Work to complete - Each entry must be restated word for word, with nothing omitted.

[Collected data]
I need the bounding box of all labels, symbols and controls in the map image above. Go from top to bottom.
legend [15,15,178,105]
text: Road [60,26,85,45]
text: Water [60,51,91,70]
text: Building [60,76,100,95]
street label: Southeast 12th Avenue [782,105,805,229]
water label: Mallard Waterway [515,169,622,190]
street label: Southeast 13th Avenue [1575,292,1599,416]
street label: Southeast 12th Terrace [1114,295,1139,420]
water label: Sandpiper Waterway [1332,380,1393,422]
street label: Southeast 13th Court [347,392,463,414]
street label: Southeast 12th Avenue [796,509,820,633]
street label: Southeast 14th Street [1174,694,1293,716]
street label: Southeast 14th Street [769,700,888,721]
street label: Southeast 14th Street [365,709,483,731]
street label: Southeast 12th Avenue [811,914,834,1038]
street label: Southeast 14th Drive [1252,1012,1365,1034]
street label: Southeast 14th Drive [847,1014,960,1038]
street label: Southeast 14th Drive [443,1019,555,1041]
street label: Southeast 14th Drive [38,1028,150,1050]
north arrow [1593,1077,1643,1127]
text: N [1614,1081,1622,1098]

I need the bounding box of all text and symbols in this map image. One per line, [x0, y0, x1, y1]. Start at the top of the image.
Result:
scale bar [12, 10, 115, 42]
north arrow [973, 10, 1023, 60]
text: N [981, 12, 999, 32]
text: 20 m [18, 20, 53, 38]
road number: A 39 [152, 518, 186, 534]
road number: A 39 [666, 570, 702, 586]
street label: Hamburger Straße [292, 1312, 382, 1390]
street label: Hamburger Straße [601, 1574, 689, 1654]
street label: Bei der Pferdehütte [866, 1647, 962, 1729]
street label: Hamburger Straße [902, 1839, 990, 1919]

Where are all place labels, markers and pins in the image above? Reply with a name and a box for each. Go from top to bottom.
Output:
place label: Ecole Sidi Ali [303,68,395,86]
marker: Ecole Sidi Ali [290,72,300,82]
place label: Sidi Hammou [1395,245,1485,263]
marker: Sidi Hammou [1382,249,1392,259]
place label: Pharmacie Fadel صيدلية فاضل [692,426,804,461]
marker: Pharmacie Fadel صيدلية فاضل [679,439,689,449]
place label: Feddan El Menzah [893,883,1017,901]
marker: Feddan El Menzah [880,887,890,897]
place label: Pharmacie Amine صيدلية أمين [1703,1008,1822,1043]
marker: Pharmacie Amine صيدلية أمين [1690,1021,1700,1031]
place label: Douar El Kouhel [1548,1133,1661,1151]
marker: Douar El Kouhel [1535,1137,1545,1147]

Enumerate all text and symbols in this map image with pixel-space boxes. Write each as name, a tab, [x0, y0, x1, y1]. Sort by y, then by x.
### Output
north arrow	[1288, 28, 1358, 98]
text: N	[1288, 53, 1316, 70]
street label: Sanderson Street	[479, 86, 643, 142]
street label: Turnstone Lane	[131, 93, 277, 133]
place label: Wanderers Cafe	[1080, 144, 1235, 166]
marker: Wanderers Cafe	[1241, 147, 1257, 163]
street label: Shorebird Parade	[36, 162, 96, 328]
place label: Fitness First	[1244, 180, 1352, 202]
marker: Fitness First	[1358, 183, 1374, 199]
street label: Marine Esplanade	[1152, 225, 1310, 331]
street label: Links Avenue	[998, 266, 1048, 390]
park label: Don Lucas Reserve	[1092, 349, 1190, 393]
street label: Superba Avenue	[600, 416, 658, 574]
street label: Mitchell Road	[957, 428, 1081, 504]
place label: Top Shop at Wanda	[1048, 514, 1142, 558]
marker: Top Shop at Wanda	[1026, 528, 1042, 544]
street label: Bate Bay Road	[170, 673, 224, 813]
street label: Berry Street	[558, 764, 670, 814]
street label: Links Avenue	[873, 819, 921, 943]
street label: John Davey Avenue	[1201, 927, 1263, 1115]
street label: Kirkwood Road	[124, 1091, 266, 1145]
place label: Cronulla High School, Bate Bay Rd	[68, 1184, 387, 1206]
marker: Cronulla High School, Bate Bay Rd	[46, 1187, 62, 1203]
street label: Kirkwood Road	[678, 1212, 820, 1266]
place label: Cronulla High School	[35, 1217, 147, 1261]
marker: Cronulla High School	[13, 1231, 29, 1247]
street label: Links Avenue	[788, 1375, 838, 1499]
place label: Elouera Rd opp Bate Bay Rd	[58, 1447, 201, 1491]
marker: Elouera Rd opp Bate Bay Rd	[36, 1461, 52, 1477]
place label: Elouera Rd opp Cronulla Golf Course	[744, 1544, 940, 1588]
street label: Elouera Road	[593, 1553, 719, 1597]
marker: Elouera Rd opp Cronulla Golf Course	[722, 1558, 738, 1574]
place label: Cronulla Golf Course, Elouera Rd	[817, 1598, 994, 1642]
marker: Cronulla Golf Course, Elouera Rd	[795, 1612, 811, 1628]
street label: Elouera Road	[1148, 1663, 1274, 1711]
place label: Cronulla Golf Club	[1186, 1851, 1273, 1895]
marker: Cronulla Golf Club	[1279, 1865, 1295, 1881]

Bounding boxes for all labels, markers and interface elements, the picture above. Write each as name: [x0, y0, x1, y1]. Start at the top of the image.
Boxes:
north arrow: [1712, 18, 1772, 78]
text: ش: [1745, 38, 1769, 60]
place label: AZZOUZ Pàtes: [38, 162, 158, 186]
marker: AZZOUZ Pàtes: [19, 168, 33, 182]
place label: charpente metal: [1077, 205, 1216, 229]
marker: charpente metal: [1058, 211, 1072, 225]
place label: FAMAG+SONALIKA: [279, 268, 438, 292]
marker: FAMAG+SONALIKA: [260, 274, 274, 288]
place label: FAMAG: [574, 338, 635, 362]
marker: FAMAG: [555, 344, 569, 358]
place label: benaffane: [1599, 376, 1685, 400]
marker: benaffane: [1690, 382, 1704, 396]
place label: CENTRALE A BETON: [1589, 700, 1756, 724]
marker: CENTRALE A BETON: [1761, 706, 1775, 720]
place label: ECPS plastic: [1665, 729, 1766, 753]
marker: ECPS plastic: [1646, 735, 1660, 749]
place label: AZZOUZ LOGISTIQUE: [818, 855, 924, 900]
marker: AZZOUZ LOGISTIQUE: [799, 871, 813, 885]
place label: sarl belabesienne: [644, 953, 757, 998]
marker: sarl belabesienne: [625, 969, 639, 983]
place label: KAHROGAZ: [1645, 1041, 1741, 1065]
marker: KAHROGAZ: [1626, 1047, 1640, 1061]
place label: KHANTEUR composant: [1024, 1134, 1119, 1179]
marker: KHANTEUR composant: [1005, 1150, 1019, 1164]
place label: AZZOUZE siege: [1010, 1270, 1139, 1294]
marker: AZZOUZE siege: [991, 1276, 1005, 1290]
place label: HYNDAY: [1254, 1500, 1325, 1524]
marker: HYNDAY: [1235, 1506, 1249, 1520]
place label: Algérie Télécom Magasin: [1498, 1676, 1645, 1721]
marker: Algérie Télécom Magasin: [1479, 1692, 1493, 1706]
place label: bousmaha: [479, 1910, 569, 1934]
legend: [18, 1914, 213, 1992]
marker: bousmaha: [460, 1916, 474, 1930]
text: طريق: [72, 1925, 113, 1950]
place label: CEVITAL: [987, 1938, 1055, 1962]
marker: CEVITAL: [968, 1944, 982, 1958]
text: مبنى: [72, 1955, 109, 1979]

Finished exercise -
I need the bounding box of all labels, symbols and controls in the map image above. Go from top to bottom.
legend [15,15,178,105]
text: Road [60,26,85,45]
text: Water [60,51,91,70]
text: Building [60,76,100,95]
street label: Southeast 12th Avenue [782,105,805,229]
water label: Mallard Waterway [515,169,622,190]
street label: Southeast 13th Avenue [1575,292,1599,416]
street label: Southeast 12th Terrace [1114,295,1139,420]
water label: Sandpiper Waterway [1332,380,1393,422]
street label: Southeast 13th Court [347,392,463,414]
street label: Southeast 12th Avenue [796,509,820,633]
street label: Southeast 14th Street [1174,694,1293,716]
street label: Southeast 14th Street [769,700,888,721]
street label: Southeast 14th Street [365,709,483,731]
street label: Southeast 12th Avenue [811,914,834,1038]
street label: Southeast 14th Drive [1252,1012,1365,1034]
street label: Southeast 14th Drive [847,1014,960,1038]
street label: Southeast 14th Drive [443,1019,555,1041]
street label: Southeast 14th Drive [38,1028,150,1050]
north arrow [1593,1077,1643,1127]
text: N [1614,1081,1622,1098]

I need the bounding box of all text and symbols in this map image. One per line, [x0, y0, x1, y1]. Start at the top of the image.
Result:
scale bar [12, 10, 115, 42]
north arrow [973, 10, 1023, 60]
text: N [981, 12, 999, 32]
text: 20 m [18, 20, 53, 38]
road number: A 39 [152, 518, 186, 534]
road number: A 39 [666, 570, 702, 586]
street label: Hamburger Straße [292, 1312, 382, 1390]
street label: Hamburger Straße [601, 1574, 689, 1654]
street label: Bei der Pferdehütte [866, 1647, 962, 1729]
street label: Hamburger Straße [902, 1839, 990, 1919]

Where are all place labels, markers and pins in the image above? Reply with a name and a box for each. Go from top to bottom.
Output:
place label: Ecole Sidi Ali [303,68,395,86]
marker: Ecole Sidi Ali [290,72,300,82]
place label: Sidi Hammou [1395,245,1485,263]
marker: Sidi Hammou [1382,249,1392,259]
place label: Pharmacie Fadel صيدلية فاضل [692,426,804,461]
marker: Pharmacie Fadel صيدلية فاضل [679,439,689,449]
place label: Feddan El Menzah [893,883,1017,901]
marker: Feddan El Menzah [880,887,890,897]
place label: Pharmacie Amine صيدلية أمين [1703,1008,1822,1043]
marker: Pharmacie Amine صيدلية أمين [1690,1021,1700,1031]
place label: Douar El Kouhel [1548,1133,1661,1151]
marker: Douar El Kouhel [1535,1137,1545,1147]

Enumerate all text and symbols in this map image with pixel-space boxes. Write each as name, a tab, [x0, y0, x1, y1]. Sort by y, then by x.
### Output
north arrow	[1288, 28, 1358, 98]
text: N	[1288, 53, 1316, 70]
street label: Sanderson Street	[479, 86, 643, 142]
street label: Turnstone Lane	[131, 93, 277, 133]
place label: Wanderers Cafe	[1080, 144, 1235, 166]
marker: Wanderers Cafe	[1241, 147, 1257, 163]
street label: Shorebird Parade	[36, 162, 96, 328]
place label: Fitness First	[1244, 180, 1352, 202]
marker: Fitness First	[1358, 183, 1374, 199]
street label: Marine Esplanade	[1152, 225, 1310, 331]
street label: Links Avenue	[998, 266, 1048, 390]
park label: Don Lucas Reserve	[1092, 349, 1190, 393]
street label: Superba Avenue	[600, 416, 658, 574]
street label: Mitchell Road	[957, 428, 1081, 504]
place label: Top Shop at Wanda	[1048, 514, 1142, 558]
marker: Top Shop at Wanda	[1026, 528, 1042, 544]
street label: Bate Bay Road	[170, 673, 224, 813]
street label: Berry Street	[558, 764, 670, 814]
street label: Links Avenue	[873, 819, 921, 943]
street label: John Davey Avenue	[1201, 927, 1263, 1115]
street label: Kirkwood Road	[124, 1091, 266, 1145]
place label: Cronulla High School, Bate Bay Rd	[68, 1184, 387, 1206]
marker: Cronulla High School, Bate Bay Rd	[46, 1187, 62, 1203]
street label: Kirkwood Road	[678, 1212, 820, 1266]
place label: Cronulla High School	[35, 1217, 147, 1261]
marker: Cronulla High School	[13, 1231, 29, 1247]
street label: Links Avenue	[788, 1375, 838, 1499]
place label: Elouera Rd opp Bate Bay Rd	[58, 1447, 201, 1491]
marker: Elouera Rd opp Bate Bay Rd	[36, 1461, 52, 1477]
place label: Elouera Rd opp Cronulla Golf Course	[744, 1544, 940, 1588]
street label: Elouera Road	[593, 1553, 719, 1597]
marker: Elouera Rd opp Cronulla Golf Course	[722, 1558, 738, 1574]
place label: Cronulla Golf Course, Elouera Rd	[817, 1598, 994, 1642]
marker: Cronulla Golf Course, Elouera Rd	[795, 1612, 811, 1628]
street label: Elouera Road	[1148, 1663, 1274, 1711]
place label: Cronulla Golf Club	[1186, 1851, 1273, 1895]
marker: Cronulla Golf Club	[1279, 1865, 1295, 1881]

Bounding boxes for all labels, markers and interface elements, the picture above. Write each as name: [x0, y0, x1, y1]. Start at the top of the image.
Boxes:
north arrow: [1712, 18, 1772, 78]
text: ش: [1745, 38, 1769, 60]
place label: AZZOUZ Pàtes: [38, 162, 158, 186]
marker: AZZOUZ Pàtes: [19, 168, 33, 182]
place label: charpente metal: [1077, 205, 1216, 229]
marker: charpente metal: [1058, 211, 1072, 225]
place label: FAMAG+SONALIKA: [279, 268, 438, 292]
marker: FAMAG+SONALIKA: [260, 274, 274, 288]
place label: FAMAG: [574, 338, 635, 362]
marker: FAMAG: [555, 344, 569, 358]
place label: benaffane: [1599, 376, 1685, 400]
marker: benaffane: [1690, 382, 1704, 396]
place label: CENTRALE A BETON: [1589, 700, 1756, 724]
marker: CENTRALE A BETON: [1761, 706, 1775, 720]
place label: ECPS plastic: [1665, 729, 1766, 753]
marker: ECPS plastic: [1646, 735, 1660, 749]
place label: AZZOUZ LOGISTIQUE: [818, 855, 924, 900]
marker: AZZOUZ LOGISTIQUE: [799, 871, 813, 885]
place label: sarl belabesienne: [644, 953, 757, 998]
marker: sarl belabesienne: [625, 969, 639, 983]
place label: KAHROGAZ: [1645, 1041, 1741, 1065]
marker: KAHROGAZ: [1626, 1047, 1640, 1061]
place label: KHANTEUR composant: [1024, 1134, 1119, 1179]
marker: KHANTEUR composant: [1005, 1150, 1019, 1164]
place label: AZZOUZE siege: [1010, 1270, 1139, 1294]
marker: AZZOUZE siege: [991, 1276, 1005, 1290]
place label: HYNDAY: [1254, 1500, 1325, 1524]
marker: HYNDAY: [1235, 1506, 1249, 1520]
place label: Algérie Télécom Magasin: [1498, 1676, 1645, 1721]
marker: Algérie Télécom Magasin: [1479, 1692, 1493, 1706]
place label: bousmaha: [479, 1910, 569, 1934]
legend: [18, 1914, 213, 1992]
marker: bousmaha: [460, 1916, 474, 1930]
text: طريق: [72, 1925, 113, 1950]
place label: CEVITAL: [987, 1938, 1055, 1962]
marker: CEVITAL: [968, 1944, 982, 1958]
text: مبنى: [72, 1955, 109, 1979]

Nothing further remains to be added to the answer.